◆ Directions for this task
Find the lines below in which the string "Parse" occurs. Copy each one.
──────────
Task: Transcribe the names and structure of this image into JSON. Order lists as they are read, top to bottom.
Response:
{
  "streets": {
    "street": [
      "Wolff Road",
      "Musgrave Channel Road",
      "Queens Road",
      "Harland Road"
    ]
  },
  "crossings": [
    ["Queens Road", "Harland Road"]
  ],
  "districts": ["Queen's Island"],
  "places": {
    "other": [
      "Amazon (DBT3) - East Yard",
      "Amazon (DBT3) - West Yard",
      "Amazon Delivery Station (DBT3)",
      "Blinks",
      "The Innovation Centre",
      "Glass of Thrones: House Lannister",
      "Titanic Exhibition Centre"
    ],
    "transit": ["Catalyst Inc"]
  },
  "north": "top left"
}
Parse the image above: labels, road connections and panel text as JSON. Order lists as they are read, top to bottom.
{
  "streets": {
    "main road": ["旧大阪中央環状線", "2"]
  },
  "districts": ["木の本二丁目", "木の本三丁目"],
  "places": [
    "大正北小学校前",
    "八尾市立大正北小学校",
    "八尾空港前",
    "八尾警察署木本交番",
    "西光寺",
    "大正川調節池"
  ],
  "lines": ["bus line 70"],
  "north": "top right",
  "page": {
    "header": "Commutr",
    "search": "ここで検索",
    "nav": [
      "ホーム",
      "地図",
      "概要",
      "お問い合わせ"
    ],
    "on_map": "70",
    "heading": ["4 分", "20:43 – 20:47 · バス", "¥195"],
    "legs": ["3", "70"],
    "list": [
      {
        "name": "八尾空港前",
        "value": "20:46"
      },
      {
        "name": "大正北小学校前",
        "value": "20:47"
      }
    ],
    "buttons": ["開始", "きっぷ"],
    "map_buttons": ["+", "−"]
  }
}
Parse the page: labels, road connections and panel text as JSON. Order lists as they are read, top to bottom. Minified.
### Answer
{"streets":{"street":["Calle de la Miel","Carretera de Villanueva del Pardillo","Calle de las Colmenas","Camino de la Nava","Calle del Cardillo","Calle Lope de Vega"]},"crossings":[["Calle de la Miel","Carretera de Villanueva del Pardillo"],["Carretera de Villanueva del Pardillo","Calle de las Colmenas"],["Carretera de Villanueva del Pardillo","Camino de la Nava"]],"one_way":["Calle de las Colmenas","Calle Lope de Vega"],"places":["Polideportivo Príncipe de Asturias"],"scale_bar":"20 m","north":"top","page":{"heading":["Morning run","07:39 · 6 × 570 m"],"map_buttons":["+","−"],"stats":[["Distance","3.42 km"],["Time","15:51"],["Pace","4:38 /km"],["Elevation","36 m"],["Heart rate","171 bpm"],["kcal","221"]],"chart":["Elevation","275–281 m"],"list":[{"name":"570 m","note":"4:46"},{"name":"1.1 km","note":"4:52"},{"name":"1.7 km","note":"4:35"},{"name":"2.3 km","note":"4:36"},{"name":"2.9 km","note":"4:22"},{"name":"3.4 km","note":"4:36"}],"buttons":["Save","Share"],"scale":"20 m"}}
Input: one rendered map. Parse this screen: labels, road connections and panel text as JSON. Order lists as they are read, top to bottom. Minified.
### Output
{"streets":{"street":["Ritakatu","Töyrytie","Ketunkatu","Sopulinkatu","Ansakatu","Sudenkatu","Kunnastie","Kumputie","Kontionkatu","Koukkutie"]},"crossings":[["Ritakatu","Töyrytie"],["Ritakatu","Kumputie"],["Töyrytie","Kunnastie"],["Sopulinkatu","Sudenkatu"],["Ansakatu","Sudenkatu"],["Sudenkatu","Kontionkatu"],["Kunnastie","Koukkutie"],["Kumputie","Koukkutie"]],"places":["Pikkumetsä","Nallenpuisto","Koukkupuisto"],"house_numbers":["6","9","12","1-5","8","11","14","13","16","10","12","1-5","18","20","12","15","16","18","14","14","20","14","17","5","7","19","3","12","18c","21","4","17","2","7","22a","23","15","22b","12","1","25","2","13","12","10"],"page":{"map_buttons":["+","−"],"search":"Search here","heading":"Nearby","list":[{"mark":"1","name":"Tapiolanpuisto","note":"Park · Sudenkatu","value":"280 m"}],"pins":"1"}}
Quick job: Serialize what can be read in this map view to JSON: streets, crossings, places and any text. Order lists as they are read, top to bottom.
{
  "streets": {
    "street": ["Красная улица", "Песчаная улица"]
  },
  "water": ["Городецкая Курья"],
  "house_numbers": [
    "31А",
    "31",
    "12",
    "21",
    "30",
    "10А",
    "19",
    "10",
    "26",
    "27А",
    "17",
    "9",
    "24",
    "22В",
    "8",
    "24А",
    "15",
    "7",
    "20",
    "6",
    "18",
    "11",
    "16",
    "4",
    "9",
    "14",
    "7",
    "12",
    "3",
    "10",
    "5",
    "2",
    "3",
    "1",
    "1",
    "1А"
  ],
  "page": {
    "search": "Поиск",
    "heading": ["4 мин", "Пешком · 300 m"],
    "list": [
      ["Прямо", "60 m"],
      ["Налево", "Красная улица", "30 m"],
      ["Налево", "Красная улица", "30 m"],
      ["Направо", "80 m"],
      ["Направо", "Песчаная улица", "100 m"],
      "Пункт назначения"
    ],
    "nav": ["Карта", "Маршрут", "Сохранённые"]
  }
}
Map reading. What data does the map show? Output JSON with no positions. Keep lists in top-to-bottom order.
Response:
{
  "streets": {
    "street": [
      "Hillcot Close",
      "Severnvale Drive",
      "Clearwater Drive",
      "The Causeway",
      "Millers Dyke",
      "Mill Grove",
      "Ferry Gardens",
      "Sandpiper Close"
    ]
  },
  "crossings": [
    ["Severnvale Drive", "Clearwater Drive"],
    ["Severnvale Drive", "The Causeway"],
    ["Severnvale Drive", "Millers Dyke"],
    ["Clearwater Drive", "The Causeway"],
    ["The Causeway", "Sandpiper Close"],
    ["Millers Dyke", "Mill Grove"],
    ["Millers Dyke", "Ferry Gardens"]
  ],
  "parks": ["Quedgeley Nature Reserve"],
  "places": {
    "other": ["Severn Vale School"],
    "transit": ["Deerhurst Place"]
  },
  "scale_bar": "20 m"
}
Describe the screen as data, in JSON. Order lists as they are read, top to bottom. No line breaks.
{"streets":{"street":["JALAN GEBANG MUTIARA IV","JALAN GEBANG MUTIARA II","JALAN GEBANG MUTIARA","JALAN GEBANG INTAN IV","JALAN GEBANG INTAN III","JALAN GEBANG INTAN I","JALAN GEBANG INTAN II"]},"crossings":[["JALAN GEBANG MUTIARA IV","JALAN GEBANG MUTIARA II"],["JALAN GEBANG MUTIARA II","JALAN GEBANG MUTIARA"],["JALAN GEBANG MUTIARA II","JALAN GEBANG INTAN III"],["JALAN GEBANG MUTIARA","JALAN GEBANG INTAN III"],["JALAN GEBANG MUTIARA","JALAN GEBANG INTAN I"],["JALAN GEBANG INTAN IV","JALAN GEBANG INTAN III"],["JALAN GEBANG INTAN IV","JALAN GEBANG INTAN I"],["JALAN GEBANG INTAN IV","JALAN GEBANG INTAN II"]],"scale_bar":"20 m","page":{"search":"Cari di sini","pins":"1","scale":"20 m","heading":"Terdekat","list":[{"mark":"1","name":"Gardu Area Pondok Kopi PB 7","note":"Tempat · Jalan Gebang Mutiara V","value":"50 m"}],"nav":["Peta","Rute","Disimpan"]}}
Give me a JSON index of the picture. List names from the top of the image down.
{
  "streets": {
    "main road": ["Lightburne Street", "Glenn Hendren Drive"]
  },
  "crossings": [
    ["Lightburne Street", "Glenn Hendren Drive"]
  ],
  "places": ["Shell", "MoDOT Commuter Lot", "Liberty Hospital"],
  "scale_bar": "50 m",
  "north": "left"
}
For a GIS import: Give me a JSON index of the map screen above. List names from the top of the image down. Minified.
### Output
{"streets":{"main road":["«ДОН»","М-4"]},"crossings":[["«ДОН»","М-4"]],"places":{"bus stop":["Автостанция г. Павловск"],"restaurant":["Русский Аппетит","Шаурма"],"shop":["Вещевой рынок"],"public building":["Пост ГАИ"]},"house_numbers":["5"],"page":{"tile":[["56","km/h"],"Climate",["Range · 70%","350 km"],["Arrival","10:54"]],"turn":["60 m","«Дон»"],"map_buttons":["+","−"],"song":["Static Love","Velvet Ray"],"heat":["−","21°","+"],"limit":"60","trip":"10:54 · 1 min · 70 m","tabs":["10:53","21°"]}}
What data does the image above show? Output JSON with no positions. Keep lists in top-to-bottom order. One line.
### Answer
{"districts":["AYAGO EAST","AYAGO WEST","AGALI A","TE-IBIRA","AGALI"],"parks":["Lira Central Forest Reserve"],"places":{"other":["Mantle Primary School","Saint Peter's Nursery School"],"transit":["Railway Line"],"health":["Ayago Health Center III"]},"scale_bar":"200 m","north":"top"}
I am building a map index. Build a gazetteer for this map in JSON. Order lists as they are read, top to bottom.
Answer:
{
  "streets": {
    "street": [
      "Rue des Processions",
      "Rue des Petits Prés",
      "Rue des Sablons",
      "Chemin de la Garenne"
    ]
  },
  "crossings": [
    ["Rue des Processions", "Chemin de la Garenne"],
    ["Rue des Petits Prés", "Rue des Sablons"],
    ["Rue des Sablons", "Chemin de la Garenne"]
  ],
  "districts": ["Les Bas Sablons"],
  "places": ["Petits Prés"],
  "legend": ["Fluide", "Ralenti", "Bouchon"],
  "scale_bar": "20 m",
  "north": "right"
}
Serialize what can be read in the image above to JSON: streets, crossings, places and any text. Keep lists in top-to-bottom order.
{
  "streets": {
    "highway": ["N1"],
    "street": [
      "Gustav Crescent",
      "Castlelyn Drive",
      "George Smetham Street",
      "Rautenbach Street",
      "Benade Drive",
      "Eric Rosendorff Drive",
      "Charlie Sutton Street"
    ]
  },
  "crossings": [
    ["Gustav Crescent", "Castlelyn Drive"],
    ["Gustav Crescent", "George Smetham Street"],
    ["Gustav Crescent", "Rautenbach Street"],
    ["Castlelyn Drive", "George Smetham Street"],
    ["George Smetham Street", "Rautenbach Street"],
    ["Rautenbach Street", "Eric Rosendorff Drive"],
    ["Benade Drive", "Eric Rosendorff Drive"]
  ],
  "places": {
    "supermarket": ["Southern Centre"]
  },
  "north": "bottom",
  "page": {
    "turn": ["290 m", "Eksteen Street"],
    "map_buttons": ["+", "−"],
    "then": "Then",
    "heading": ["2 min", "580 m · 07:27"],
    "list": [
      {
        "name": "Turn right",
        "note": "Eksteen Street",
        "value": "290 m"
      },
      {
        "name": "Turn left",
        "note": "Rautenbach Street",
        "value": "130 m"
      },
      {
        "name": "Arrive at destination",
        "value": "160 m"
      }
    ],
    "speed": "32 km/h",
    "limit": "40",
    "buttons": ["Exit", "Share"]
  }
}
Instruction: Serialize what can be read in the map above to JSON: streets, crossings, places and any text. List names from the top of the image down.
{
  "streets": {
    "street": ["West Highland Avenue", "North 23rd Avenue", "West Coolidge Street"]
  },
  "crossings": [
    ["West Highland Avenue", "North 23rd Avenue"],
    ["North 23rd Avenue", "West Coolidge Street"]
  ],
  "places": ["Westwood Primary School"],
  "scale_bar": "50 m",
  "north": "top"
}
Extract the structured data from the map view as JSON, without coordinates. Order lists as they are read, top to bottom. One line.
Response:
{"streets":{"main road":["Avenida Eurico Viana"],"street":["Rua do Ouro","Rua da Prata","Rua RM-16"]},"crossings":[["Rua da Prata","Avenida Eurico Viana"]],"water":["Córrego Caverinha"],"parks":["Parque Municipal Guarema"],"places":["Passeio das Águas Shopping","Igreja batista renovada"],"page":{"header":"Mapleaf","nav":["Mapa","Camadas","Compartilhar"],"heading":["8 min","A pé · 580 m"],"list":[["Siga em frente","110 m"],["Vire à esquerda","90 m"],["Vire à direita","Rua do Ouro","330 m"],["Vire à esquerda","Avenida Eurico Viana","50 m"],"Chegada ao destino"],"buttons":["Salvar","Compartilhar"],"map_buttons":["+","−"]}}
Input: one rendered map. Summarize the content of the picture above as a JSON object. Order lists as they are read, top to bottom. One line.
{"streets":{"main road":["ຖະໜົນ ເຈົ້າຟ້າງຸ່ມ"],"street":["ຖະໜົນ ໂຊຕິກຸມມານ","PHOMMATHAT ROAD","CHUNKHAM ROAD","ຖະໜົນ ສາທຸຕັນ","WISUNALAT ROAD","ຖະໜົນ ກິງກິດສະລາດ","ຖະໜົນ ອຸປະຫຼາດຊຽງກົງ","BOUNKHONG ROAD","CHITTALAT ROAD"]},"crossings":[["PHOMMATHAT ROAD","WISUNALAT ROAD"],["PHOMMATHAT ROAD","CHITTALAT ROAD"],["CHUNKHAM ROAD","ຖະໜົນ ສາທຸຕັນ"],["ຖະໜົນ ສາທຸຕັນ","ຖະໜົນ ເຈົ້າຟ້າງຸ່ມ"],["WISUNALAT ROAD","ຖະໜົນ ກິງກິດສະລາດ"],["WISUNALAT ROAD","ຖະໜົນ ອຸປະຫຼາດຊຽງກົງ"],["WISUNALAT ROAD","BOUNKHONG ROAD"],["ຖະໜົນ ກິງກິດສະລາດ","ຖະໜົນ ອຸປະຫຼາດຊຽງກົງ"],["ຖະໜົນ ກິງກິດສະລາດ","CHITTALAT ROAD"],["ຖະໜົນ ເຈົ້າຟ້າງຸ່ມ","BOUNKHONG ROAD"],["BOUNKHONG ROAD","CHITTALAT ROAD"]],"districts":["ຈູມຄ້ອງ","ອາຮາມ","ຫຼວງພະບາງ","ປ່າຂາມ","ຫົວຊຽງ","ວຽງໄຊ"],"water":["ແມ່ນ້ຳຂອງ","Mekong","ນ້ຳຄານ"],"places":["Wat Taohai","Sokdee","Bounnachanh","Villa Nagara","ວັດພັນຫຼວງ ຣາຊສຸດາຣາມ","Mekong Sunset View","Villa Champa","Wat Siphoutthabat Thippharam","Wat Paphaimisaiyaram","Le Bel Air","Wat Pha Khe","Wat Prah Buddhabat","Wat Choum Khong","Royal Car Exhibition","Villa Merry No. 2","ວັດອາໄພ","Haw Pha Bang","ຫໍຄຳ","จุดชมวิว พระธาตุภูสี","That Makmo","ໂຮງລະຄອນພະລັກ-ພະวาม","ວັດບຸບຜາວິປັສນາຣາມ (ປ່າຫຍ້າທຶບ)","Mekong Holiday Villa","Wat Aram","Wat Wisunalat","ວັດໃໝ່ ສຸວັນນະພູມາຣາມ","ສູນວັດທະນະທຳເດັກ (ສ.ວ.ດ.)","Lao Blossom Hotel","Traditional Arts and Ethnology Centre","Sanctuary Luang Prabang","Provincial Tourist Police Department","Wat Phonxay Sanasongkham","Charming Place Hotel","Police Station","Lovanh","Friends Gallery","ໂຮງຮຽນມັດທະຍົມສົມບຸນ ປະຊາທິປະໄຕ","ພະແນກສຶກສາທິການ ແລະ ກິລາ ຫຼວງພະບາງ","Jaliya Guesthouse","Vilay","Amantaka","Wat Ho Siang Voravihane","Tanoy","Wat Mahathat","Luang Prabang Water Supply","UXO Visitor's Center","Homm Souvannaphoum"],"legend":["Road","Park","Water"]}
──────────
◆ Finished task
Parse the image above: labels, road connections and panel text as JSON. Order lists as they are read, top to bottom.
Parse the page: labels, road connections and panel text as JSON. Order lists as they are read, top to bottom. Minified.
Input: one rendered map. Parse this screen: labels, road connections and panel text as JSON. Order lists as they are read, top to bottom. Minified.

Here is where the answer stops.